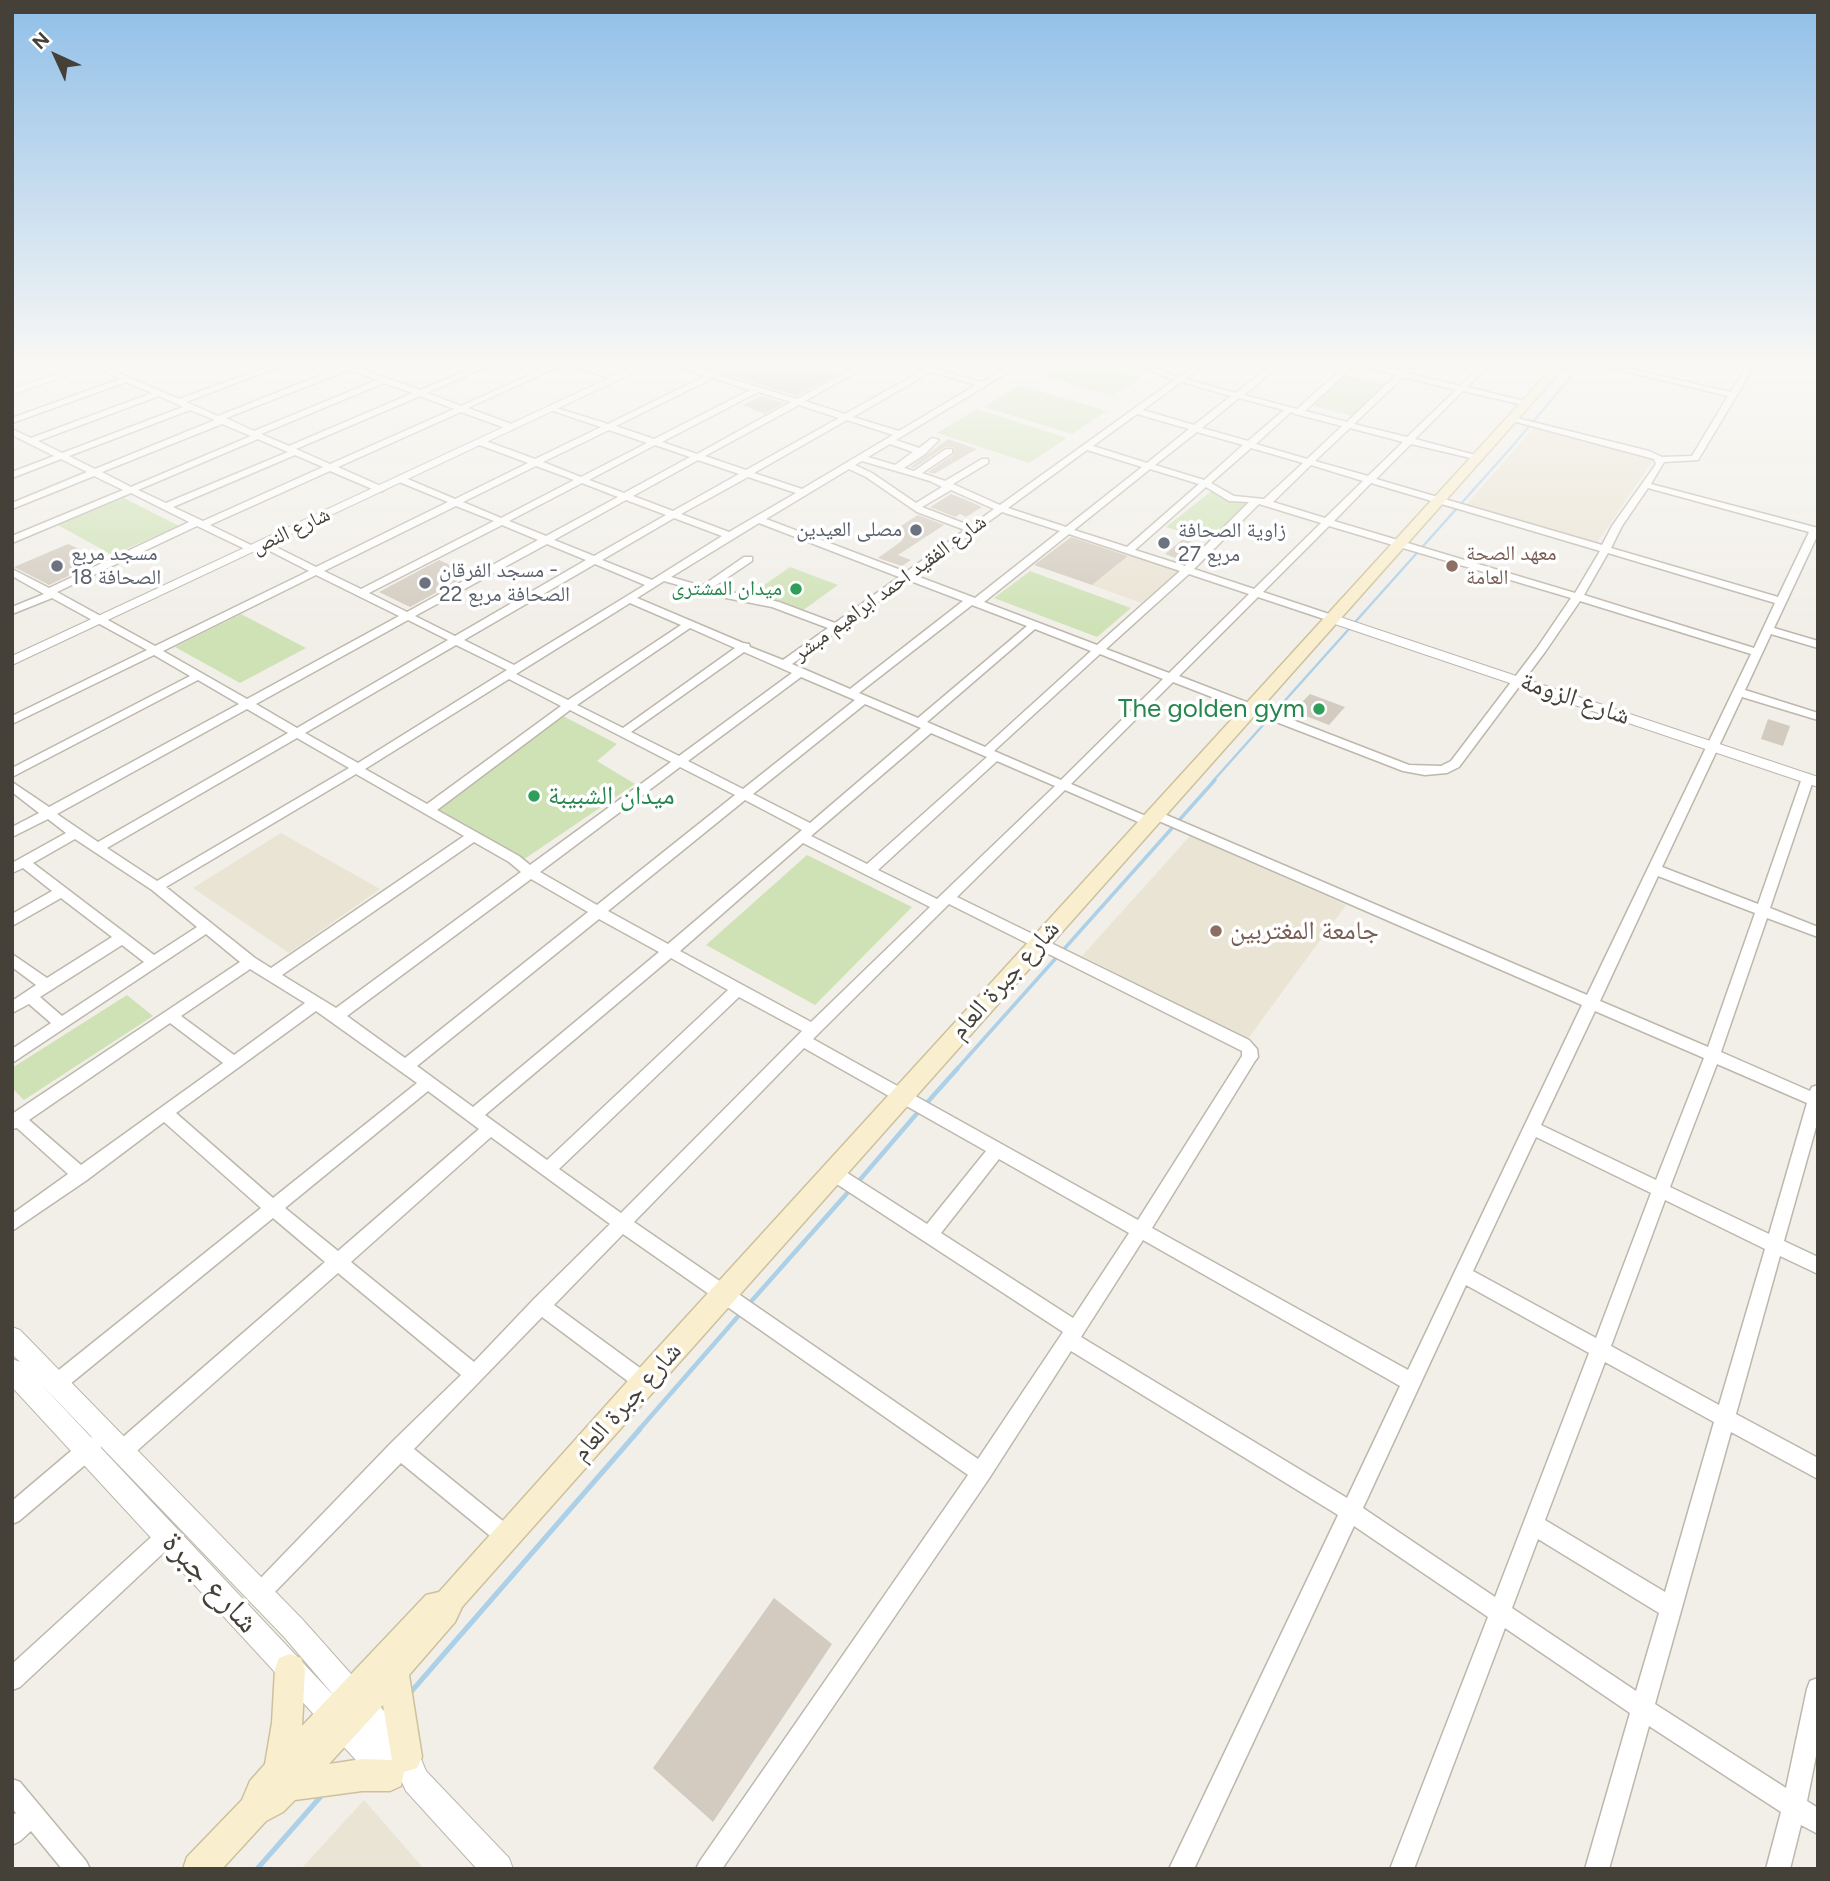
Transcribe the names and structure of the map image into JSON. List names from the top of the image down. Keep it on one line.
{"streets":{"main road":["شارع جبرة العام"],"street":["شارع النص","شارع الفقيد احمد ابراهيم مبشر","شارع الزومة","شارع جبرة"]},"crossings":[["شارع الزومة","شارع جبرة العام"]],"places":["مصلى العيدين","زاوية الصحافة مربع 27","مسجد مربع 18 الصحافة","معهد الصحة العامة","مسجد الفرقان - الصحافة مربع 22","ميدان المشترى","The golden gym","ميدان الشبيبة","جامعة المغتربين"],"north":"top left"}
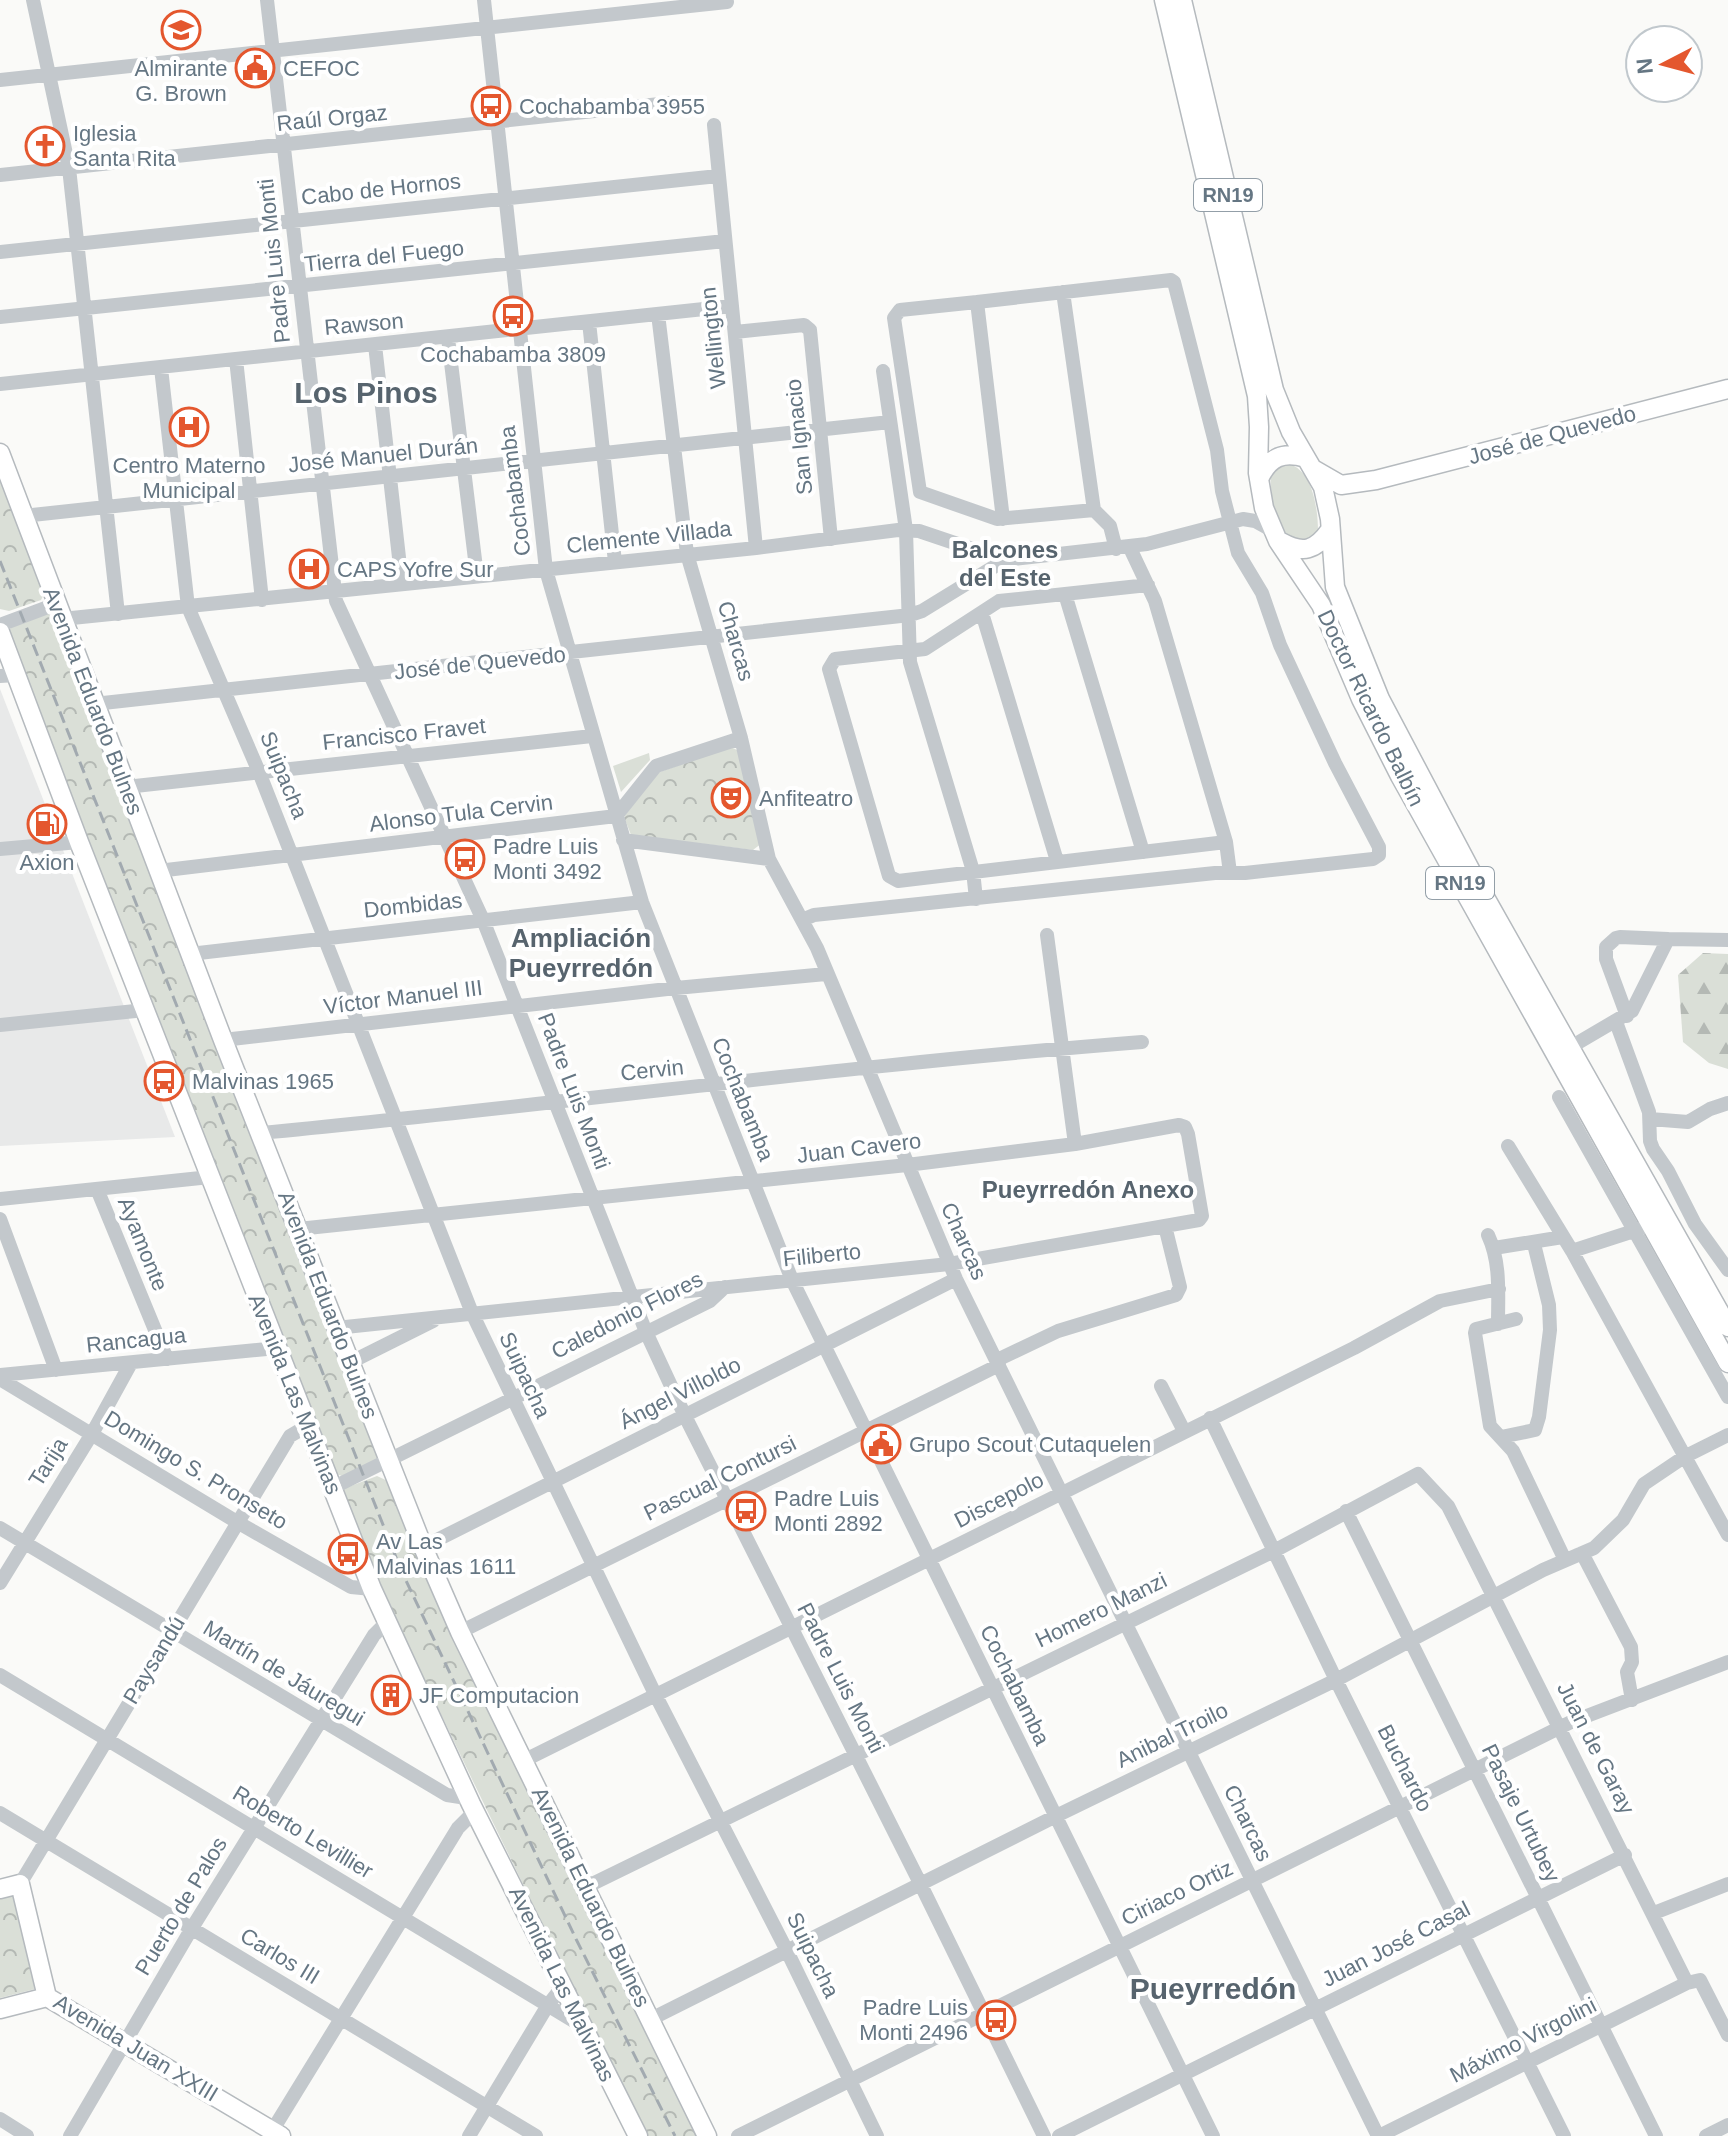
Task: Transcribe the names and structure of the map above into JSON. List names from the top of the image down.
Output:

Exercise details: Return the whole listing exactly, minus its pictures.

Task response:
Transcribe the names and structure of the map image into JSON. List names from the top of the image down. Keep it on one line.
{"streets":{"main road":["شارع جبرة العام"],"street":["شارع النص","شارع الفقيد احمد ابراهيم مبشر","شارع الزومة","شارع جبرة"]},"crossings":[["شارع الزومة","شارع جبرة العام"]],"places":["مصلى العيدين","زاوية الصحافة مربع 27","مسجد مربع 18 الصحافة","معهد الصحة العامة","مسجد الفرقان - الصحافة مربع 22","ميدان المشترى","The golden gym","ميدان الشبيبة","جامعة المغتربين"],"north":"top left"}
Task: Transcribe the names and structure of the map above into JSON. List names from the top of the image down.
Output:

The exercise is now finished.